If anyone has lost some Ford keys on Bixteth Street then they are in the hallway in my building. They have been there for a while. I find a lot of things in my building. On one occasion I found a small boy. I didn't get any thanks for re-uniting him with his parents.

Top Five Finds
1) Small Boy
2) £10 on the street
3) Richard James shirt for £20 in the sale
4) 100 year old Kipling book (for £10)
5) Rosetta Stone

Monday, July 09, 2007

Something is Leaking

The couple in the ground floor flat are very pleasant people and this weekend they threw a party to celebrate their one year wedding anniversary. Not that I was invited, they just put a note under my door to say that they will be loud. I don't mind... really, I don't.

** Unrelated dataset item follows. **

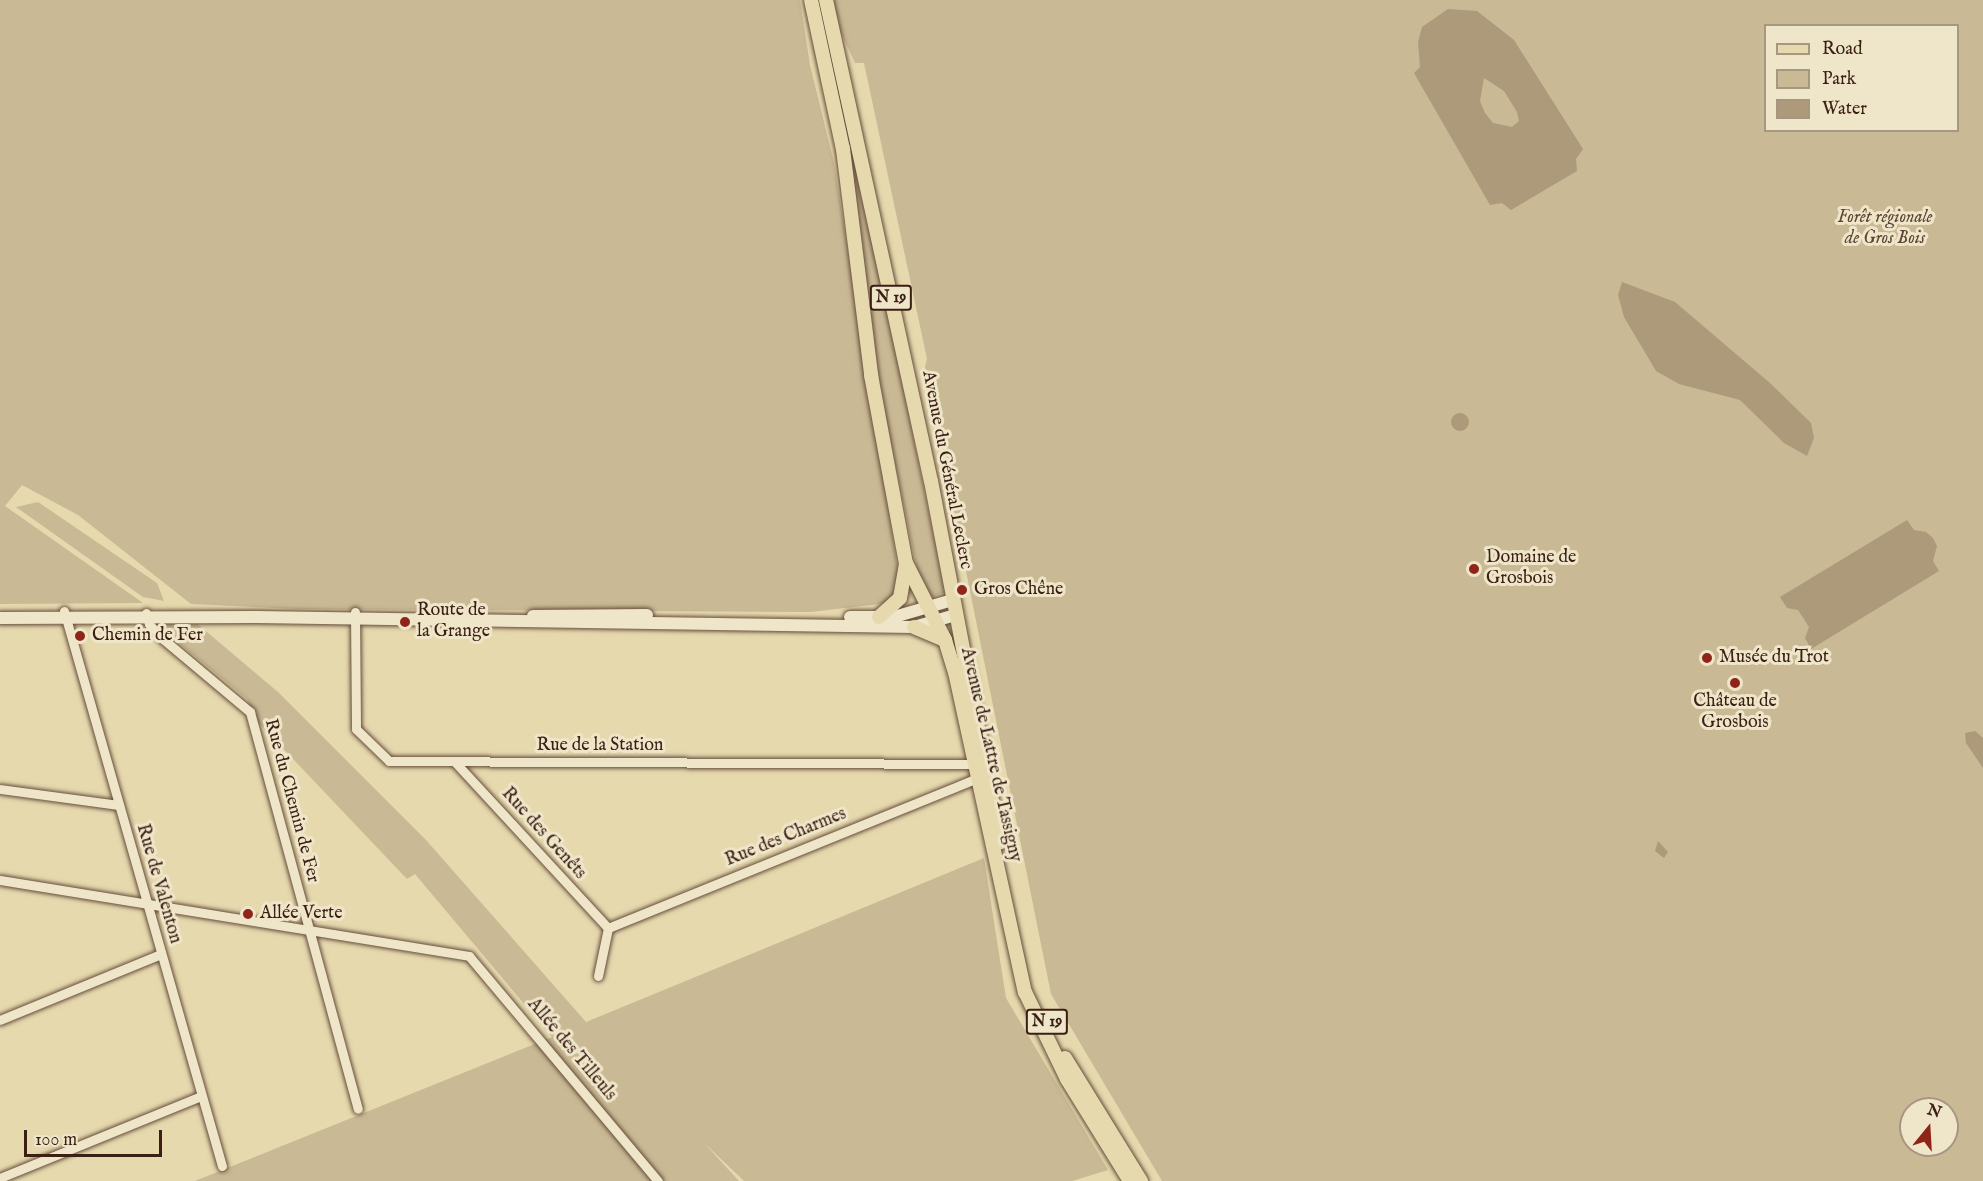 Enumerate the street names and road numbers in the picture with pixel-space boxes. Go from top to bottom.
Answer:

There was a bit of an after party party tonight which again I don't mind but if they think that they can tell their mates to pee in the plant pots in the court yard then they are very much mistaken. Especially when I happen to have my head out of my window (three floors up) as the guy whips out his Mr Johnson. I shouted down just before he got warmed up and told him that it was not a good idea.

His response was "but there is no options" as he pointed at the party (with his finger!).

At the age of 26 I think I have turned into a grumpy old man. Now where did I leave my slippers...

Sunday, July 08, 2007

Clock of Anonymity Removed

I have decided to show myself on this blog for the first time. With a bit of help from HP I have been busy creating another alter ego. This is what i would look like if I starred in an episode of the Simpsons.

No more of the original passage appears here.